The campaign is beginning to have an impact on city officials. Councilwoman Latrelle Joy said, “I think we need to look at the ordinance and see if we can’t do something that will protect people who may not have choices.”

But who does not have any choices? Lubbock has approximately 500 bars and restaurants (excluding fast food restaurants). The vast majority of them are non-smoking. Consumers choose which establishments to patronize, and workers choose which ones to work for.

The choices of both consumers and workers regulate smoking in Lubbock. There is no “market failure” because the smoking occurs in privately owned businesses that reap the rewards, or bear the consequences, of their smoking policy.

Bar or restaurant owners have to weigh the benefit, to some people, of being able to smoke, against the cost to other people of being harmed by second-hand smoke. They measure this by expected profits.
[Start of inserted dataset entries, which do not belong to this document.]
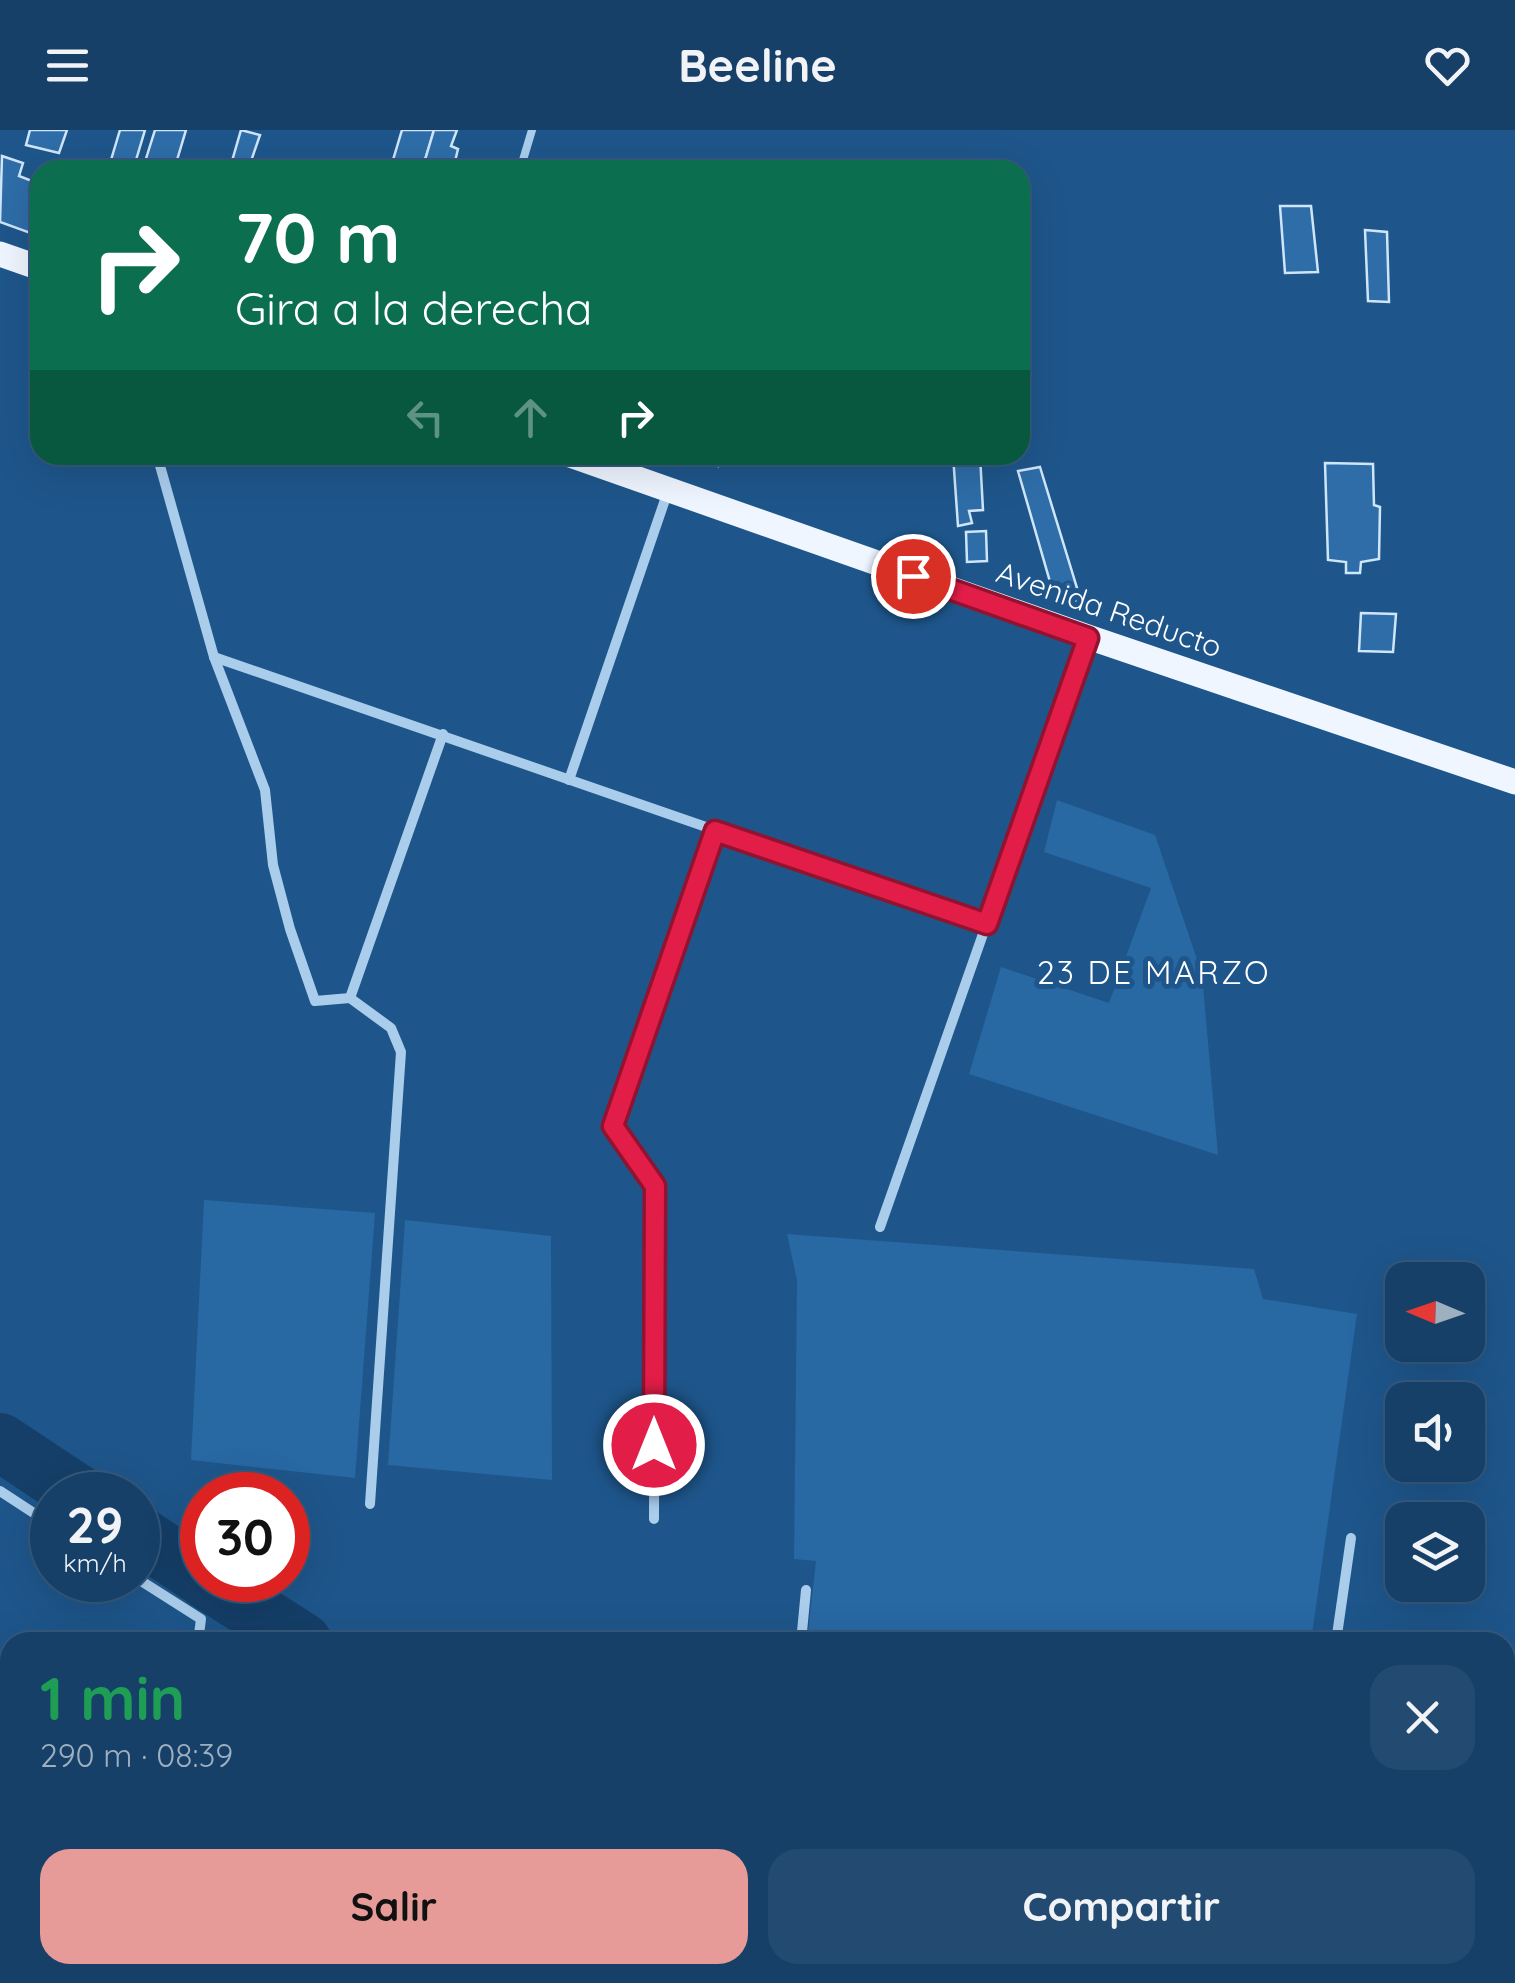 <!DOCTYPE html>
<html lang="es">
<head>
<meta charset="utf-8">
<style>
	body { margin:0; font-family:Quicksand,sans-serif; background:#234b71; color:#f1f3f6; height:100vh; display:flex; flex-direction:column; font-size:38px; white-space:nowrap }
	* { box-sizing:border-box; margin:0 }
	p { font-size:32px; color:#9eafc0 }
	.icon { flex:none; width:55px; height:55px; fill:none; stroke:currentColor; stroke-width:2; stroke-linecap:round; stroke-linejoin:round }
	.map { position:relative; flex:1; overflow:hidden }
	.drawer { position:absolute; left:0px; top:1502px; width:1515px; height:352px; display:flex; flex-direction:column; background:#164068; border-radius:30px 30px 0 0; box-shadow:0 10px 40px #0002,0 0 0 2px #35597c }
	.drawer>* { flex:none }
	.hud { position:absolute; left:30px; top:30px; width:1000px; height:305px; border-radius:30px; box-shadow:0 10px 40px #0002,0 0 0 2px #35597c; background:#0b6e4f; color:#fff; overflow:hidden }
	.needle { width:65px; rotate:272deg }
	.tools { position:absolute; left:1385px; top:1132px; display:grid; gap:20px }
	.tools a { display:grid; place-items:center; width:100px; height:100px; border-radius:20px; background:#164068; box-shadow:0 10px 40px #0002,0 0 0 2px #35597c; font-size:50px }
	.speed { position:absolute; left:30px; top:1342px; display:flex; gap:20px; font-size:50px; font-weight:700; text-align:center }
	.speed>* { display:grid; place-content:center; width:130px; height:130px; border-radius:50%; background:#164068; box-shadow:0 10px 40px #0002,0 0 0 2px #35597c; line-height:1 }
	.speed small { font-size:25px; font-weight:400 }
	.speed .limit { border:15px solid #d22; background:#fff; color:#111 }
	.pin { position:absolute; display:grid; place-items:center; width:85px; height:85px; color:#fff; margin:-42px; border:5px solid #fff; border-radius:50%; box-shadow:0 2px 10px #0007 }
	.me { position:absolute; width:110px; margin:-55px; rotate:0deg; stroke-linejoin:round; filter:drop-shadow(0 0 8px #0008) }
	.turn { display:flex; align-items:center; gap:35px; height:210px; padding:0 40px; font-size:45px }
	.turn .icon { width:130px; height:130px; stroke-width:2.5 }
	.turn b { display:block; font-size:70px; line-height:85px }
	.lanes { display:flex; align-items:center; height:95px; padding:0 40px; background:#0003; justify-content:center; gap:50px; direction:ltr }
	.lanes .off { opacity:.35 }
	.round { display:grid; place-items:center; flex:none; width:105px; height:105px; border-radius:30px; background:#234b71 }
	.overview { display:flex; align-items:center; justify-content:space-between; height:170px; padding:0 40px }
	h1 { font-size:60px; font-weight:700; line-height:75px; color:#1e9e55 }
	.primary-button { display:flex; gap:20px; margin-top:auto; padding:20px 40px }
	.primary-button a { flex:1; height:115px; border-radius:30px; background:#e69b98; color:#111; font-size:40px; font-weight:700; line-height:115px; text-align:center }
	.primary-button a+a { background:#234b71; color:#f1f3f6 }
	header { display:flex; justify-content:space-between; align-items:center; height:130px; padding:0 40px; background:#164068; font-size:45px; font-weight:700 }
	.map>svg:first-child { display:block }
	.green { fill:#2868a3 }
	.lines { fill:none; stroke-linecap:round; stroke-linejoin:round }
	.river { stroke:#153f69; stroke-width:58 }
	.building { fill:#2e6da8; stroke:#cfe5f9; stroke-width:2.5 }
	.lane { stroke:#aacdec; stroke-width:8 }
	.street { stroke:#aacdec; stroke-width:10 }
	.primary { stroke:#eff6ff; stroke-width:25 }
	.route-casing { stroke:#92132f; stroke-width:25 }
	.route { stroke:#e11d48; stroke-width:18 }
	.labels { text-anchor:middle; stroke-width:10; stroke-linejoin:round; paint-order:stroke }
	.street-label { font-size:30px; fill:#fff; stroke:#1e568b }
	.neighbourhood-label { font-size:32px; letter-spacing:2.5px; fill:#fff; stroke:#1e568b }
</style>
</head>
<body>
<header><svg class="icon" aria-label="menu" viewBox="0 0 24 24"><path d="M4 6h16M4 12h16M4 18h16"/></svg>Beeline<svg class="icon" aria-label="heart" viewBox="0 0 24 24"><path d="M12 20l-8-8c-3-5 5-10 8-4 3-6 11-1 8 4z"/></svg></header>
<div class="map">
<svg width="1515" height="1853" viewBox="0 0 1515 1853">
	<rect width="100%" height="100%" fill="#1e568b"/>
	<!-- green -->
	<g class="green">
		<polygon points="1057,670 1155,705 1202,844 1218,1025 969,944 1001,837 1109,873 1151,758 1044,722"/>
		<polygon points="204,1070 375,1083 355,1348 191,1330"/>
		<polygon points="405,1090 551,1106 552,1350 388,1335"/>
		<polygon points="787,1104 1254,1139 1263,1169 1357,1184 1311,1512 807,1512 816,1431 794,1429 797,1150"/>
	</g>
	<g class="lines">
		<!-- river -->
		<g class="river">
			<polyline points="0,1312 80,1365"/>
			<polyline points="138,1404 202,1447"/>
			<polyline points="206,1450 303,1512"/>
			<polyline points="1505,1765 1515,1761"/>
		</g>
	</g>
	<!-- building -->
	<g class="building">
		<polygon points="30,0 67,0 59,23 26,15"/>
		<polygon points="120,0 145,0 133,40 108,40"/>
		<polygon points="155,0 186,0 174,40 144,35"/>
		<polygon points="241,0 260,5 248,40 230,38"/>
		<polygon points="402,0 434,0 422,40 390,40"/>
		<polygon points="434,0 457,0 451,16 458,19 453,40 422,40"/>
		<polygon points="2,26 23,33 19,46 40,54 40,83 33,104 0,92"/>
		<polygon points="1280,76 1311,76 1318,142 1285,143"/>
		<polygon points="1365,100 1387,102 1389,172 1368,171"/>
		<polygon points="693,325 722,325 718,336"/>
		<polygon points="953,325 980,325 983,380 969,381 972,393 958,396"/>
		<polygon points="1325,333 1373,334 1374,375 1380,377 1379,429 1361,432 1360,443 1346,443 1346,432 1328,430"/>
		<polygon points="1040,337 1081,471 1055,469 1018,341"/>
		<polygon points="986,401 987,431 967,432 966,402"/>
		<polygon points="1361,483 1396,484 1393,522 1359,521"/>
	</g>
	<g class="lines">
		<!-- lane -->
		<polyline class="lane" points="520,40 532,0"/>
		<!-- street -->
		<g class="street">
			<polyline points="157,325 214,527 265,660 273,735 290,799 315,871 350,868"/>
			<polyline points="214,527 987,794"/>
			<polyline points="569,650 668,361"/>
			<polyline points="880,1097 1087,508"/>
			<polyline points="0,1361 52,1395"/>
			<polyline points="370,1374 401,922 391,898 350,868 443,604"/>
			<polyline points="654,1389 655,1056 613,996 715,701"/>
			<polyline points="138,1449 201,1489 198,1512"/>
			<polyline points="801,1512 806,1460"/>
			<polyline points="1336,1512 1351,1408"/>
			<polyline points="0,1647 10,1647"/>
			<polyline points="1505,1739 1515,1735"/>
			<polyline points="1505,1793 1515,1789"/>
			<polyline points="164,1853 164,1845"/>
			<polyline points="937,1853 938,1845"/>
			<polyline points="1230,1853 1231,1845"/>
			<polyline points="1454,1853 1455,1845"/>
		</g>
		<!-- primary -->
		<g class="primary">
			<polyline points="0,124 40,138"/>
			<polyline points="570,325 1088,507 1515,652"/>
		</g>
	</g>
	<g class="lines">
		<!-- route casing -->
		<g class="route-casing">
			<polyline id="route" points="654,1315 655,1056 613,996 715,701 987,794 1088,508 913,446"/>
		</g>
		<!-- route -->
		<use href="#route" class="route"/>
	</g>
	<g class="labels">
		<!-- street labels -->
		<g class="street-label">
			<text transform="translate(1109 480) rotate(19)" y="10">Avenida Reducto</text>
		</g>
		<!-- neighbourhood labels -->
		<g class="neighbourhood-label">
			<text x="1154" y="854">23 DE MARZO</text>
		</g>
	</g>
</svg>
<div class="tools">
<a><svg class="needle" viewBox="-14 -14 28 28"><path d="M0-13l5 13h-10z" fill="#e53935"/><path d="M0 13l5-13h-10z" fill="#9eafc0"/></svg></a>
<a><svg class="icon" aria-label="sound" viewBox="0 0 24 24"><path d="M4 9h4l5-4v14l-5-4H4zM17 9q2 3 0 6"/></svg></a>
<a><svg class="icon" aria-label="layers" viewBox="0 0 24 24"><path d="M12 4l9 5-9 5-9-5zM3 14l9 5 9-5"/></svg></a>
</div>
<div class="speed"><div>29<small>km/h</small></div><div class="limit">30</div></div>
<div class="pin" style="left:913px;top:446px;background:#d93025"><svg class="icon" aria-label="arrive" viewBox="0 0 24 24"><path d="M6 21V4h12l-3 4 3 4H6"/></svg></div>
<svg class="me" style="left:654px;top:1315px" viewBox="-20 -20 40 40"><circle r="17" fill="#e11d48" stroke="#fff" stroke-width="3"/><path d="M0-11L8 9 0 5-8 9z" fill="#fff"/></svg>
<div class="hud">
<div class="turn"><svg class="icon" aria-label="right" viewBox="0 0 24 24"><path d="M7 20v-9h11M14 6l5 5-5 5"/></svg><div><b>70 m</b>Gira a la derecha</div></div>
<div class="lanes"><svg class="icon off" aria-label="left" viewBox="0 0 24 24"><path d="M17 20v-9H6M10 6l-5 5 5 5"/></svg><svg class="icon off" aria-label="ahead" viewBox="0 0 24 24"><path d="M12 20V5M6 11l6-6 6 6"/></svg><svg class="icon" aria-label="right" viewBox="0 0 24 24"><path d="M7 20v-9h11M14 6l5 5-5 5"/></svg></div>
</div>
<section class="drawer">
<div class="overview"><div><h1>1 min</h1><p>290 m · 08:39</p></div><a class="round"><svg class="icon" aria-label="close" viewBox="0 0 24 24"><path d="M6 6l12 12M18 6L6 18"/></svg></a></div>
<div class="primary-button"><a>Salir</a><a>Compartir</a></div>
</section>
</div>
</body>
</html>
Allowing smoking increases the willingness to frequent establishments by some customers while it drives others away. If workers view second-hand smoke as a cost, then they require higher income in order to accept work at a smoking establishment rather than a non-smoking establishment. Employers weigh all of these factors against each other and decide on whether or not to allow smoking.

These market forces regulate smoking and lead to the mix of policies we see in Lubbock today, where some bars allow smoking while others do not and the vast majority of restaurants prohibit smoking. The mix looks a lot different now than it has in the past, because norms surrounding smoking have changed and proprietors have had to adjust smoking policies accordingly.

This market-based regulation leads to roughly optimal smoking policies. All of the “spillovers” from second hand smoke fall on proprietors who make profits or suffer losses based on how well they regulate smoking for the benefit of those who enjoy smoking against the negative impacts on those who don’t.

Sound policy analysis requires weighing both the pleasure of smokers and displeasure of non-smokers, as measured by their willingness to pay for services in places that allow smoking or prohibit it. Any such analysis leads to the conclusion that ordinances that forcibly prohibit smoking are inefficient because market forces already regulate cities to a roughly optimal mix of policies in different establishments.

But the nationwide push for banning smoking in bars and restaurants is not about optimal regulation. It’s about America’s busy bodies, nannies, and petty tyrants trying to control the lives of the rest of us.

When property owners are left free to determine how to regulate smoking, consumers and workers vote with their dollars to best regulate smoking. When regulation is delegated to politicians, our freedom shrinks while the authoritarian desires of “those who know best” are indulged. Lubbock should choose freedom.